Pia sah unwillkürlich ihre Hände an. Die Nägel waren kurz geschnitten und nicht lackiert. Ihre langen hellblonden Haare waren locker aufgesteckt. Und ihre Garderobe musste vor allem eines sein: praktisch. Ihr einziger Schmuck war eine Silberkette mit einem Medaillon, das Geschenk ihres Verlobten zu ihrem letzten gemeinsamen Weihnachtsfest.

»Ich muss Schluss machen und sehen, ob ich den Schaden reparieren kann«, sagte ihre Freundin seufzend. »Wir telefonieren bald wieder, ja?«

»Ist gut. Bis dann!« Pia legte ihr Handy zurück auf den Nachttisch und beschloss, einen Spaziergang zu machen. Sie wollte den fünf Steinböcken einen Besuch abstatten, die auf einer Weide hinter dem Dorf untergebracht waren und sich dort akklimatisieren sollten, ehe sie ausgewildert wurden.

Sie nahm eine Strickjacke mit und verließ ihr Quartier.

Das Dorf lag hoch über dem Talboden. Unten floss der Ziller, ein rechter Nebenfluss des Inn. Die Bundesstraße führte an seinem Ufer entlang. Von hier oben aus wirkten die Fahrzeuge wie Spielzeuge.
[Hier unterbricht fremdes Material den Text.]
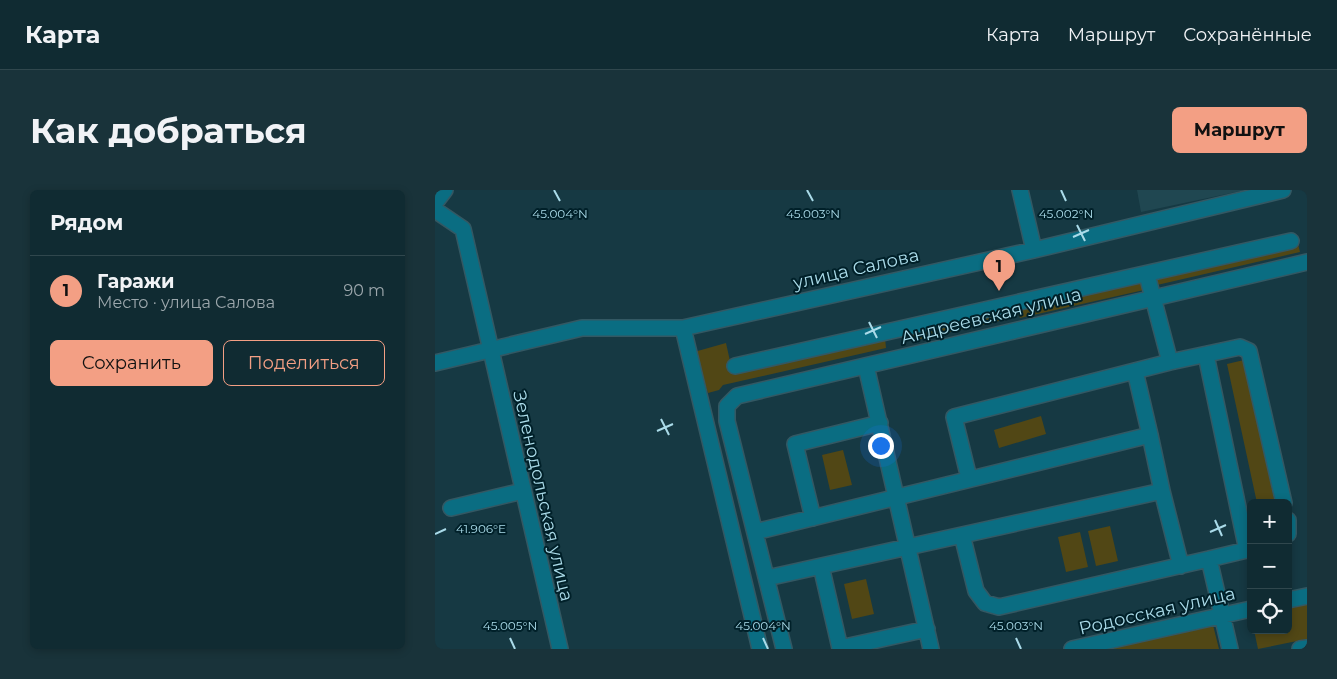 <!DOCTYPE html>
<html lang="ru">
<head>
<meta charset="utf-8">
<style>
  :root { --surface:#102b32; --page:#19333a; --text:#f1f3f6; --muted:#9ca7ac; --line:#30474d; --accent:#f39f84 }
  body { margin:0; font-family:Montserrat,sans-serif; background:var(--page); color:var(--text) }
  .controls { position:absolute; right:15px; bottom:15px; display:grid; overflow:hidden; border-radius:8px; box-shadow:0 2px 8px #0003 }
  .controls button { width:45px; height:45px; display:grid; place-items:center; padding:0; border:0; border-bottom:1px solid var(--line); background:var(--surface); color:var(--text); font:25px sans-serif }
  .you { position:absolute; left:445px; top:255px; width:18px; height:18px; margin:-12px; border:4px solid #fff; border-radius:50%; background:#1a73e8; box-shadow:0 0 0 8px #1a73e833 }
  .badge { display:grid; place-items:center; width:32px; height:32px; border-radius:50%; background:var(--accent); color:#111; font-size:16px; font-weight:700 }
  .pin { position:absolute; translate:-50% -41px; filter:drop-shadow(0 1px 2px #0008) }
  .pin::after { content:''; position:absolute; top:26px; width:18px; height:15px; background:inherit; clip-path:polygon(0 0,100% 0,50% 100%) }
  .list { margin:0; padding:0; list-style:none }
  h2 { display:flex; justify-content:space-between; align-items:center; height:65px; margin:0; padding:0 20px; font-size:21px }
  h2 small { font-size:16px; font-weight:400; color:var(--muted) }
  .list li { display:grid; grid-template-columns:32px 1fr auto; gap:15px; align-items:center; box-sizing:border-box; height:70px; padding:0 20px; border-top:1px solid var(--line) }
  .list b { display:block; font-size:19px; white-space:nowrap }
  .list p { margin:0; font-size:16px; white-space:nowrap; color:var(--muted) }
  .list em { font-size:16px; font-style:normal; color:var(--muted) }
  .actions { display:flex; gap:10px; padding:15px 20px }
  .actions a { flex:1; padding:11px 0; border:1px solid var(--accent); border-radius:8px; text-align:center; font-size:18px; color:var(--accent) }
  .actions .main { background:var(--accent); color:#111 }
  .icon { flex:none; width:28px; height:28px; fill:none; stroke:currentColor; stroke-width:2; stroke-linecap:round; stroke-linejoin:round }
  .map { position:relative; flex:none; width:872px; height:459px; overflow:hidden; border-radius:8px }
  header { display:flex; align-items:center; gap:30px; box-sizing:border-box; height:70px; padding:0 25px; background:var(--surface); border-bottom:1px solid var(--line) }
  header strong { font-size:24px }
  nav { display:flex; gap:28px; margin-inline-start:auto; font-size:18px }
  .intro { display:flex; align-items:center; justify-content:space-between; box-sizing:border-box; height:120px; padding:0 30px }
  h1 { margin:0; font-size:35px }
  .button { padding:12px 22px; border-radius:8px; background:var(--accent); color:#111; font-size:18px; font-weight:700 }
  main { display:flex; gap:30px; padding:0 30px }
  aside { flex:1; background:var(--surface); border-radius:8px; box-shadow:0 2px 8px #0003 }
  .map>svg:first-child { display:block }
  .built { fill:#204751 }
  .green { fill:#514715 }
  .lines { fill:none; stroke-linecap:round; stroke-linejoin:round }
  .minor-casing { stroke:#335863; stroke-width:18 }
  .minor { stroke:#0a6d82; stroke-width:15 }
  .ticks { fill:none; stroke:#aadbe9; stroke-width:2 }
  .labels { text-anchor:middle; stroke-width:4; stroke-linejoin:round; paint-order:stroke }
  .street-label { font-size:18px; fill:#aadbe9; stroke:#002029 }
  .ticks-label { font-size:12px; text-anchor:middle; fill:#aadbe9; stroke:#002029; stroke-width:4; stroke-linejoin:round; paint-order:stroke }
</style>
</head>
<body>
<header>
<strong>Карта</strong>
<nav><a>Карта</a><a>Маршрут</a><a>Сохранённые</a></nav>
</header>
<div class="intro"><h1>Как добраться</h1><a class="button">Маршрут</a></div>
<main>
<aside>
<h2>Рядом<small></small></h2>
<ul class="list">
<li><span class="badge">1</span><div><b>Гаражи</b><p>Место · улица Салова</p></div><em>90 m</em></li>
</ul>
<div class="actions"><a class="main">Сохранить</a><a>Поделиться</a></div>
</aside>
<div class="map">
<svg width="872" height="459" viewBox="0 0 872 459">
  <rect width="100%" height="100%" fill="#163943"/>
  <!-- built -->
  <path class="built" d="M702,0H811L706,22Z"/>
  <!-- green -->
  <path class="green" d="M863,54L865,62L722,95L720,88Z
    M707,91L709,100L585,128L581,120Z
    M564,123V131L480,150L477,144Z
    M450,148L451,158L288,195L284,200L273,203L259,162L291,153L297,180Z
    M809,170L840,313H822L792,174Z
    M606,226L611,244L564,258L559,240Z
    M408,260L417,295L395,300L387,265Z
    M675,336L683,371L661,376L653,341Z
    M645,342L653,377L631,382L623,347Z
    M431,389L439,424L417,429L409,394Z
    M872,414V449L823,459L819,440H853V418Z
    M778,435L784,459H671Z"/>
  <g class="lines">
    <defs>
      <path id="minor" d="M585,0L599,60
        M0,13L10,0
        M0,20L28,39L125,459
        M712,85L735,172L805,157L814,161L849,313
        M248,138L325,459
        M771,165L812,360
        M0,173L147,138H248L599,60L848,0
        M300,176L856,51
        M431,176L496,459
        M700,181L715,245
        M534,288L519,227L735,172
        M727,301L746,376
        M16,318L88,301
        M378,328L360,254L445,233
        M853,330V344
        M320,342L715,245L727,301L332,388
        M527,345L541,401L550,413L564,417L774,369
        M386,376L405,458L492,439
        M853,410L872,406
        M349,459L292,231V216L302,206L872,72
        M637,459L816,419
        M795,459L774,369L816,359
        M865,459L872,458"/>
    </defs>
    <!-- minor casing -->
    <use href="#minor" class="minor-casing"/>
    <!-- minor -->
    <use href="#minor" class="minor"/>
  </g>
  <!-- ticks -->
  <path class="ticks" d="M119,0L125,11M372,0L378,11M626,0L631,11M642,35L650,51M638,47L654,40M434,132L442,148M430,144L446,137M226,229L234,245M222,241L238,234M780,330L787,346M775,342L791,335M0,344L11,339M75,448L80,459M328,448L333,459M581,448L586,459"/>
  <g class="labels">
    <!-- street labels -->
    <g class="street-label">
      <text transform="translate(421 79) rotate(-13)" y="6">улица Салова</text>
      <text transform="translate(556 126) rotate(-14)" y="6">Андреевская улица</text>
      <text transform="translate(108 306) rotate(77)" y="6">Зеленодольская улица</text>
      <text transform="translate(722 421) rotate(-13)" y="6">Родосская улица</text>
    </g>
  </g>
  <g class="ticks-label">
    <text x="125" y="28">45.004°N</text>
    <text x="378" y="28">45.003°N</text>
    <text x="631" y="28">45.002°N</text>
    <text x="46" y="343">41.906°E</text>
    <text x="75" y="440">45.005°N</text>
    <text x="328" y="440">45.004°N</text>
    <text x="581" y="440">45.003°N</text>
  </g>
</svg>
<div class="controls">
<button>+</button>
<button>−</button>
<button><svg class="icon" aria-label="locate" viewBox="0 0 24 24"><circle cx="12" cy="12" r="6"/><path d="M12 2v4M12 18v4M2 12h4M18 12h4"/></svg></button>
</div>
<div class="you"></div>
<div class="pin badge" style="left:564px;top:101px">1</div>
</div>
</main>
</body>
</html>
Pia kam an gepflegten Alpenhäusern vorbei, vor deren Fenstern Geranien blühten. Sie passierte eine Kirche mit zwei Zwiebeltürmen und gelangte zu einem Gemischtwarenladen, vor dem frisches Obst zum Kauf einlud. Sie überlegte gerade, eine Schale Erdbeeren zu kaufen, als die Ladentür aufgerissen wurde und ein Kind herausgestürmt kam.

Der Bub mochte etwa neun oder zehn Jahre zählen und hatte ein sommersprossiges Gesicht und zerzauste blonde Haare. Er stieß sie an und rannte sie beinahe um!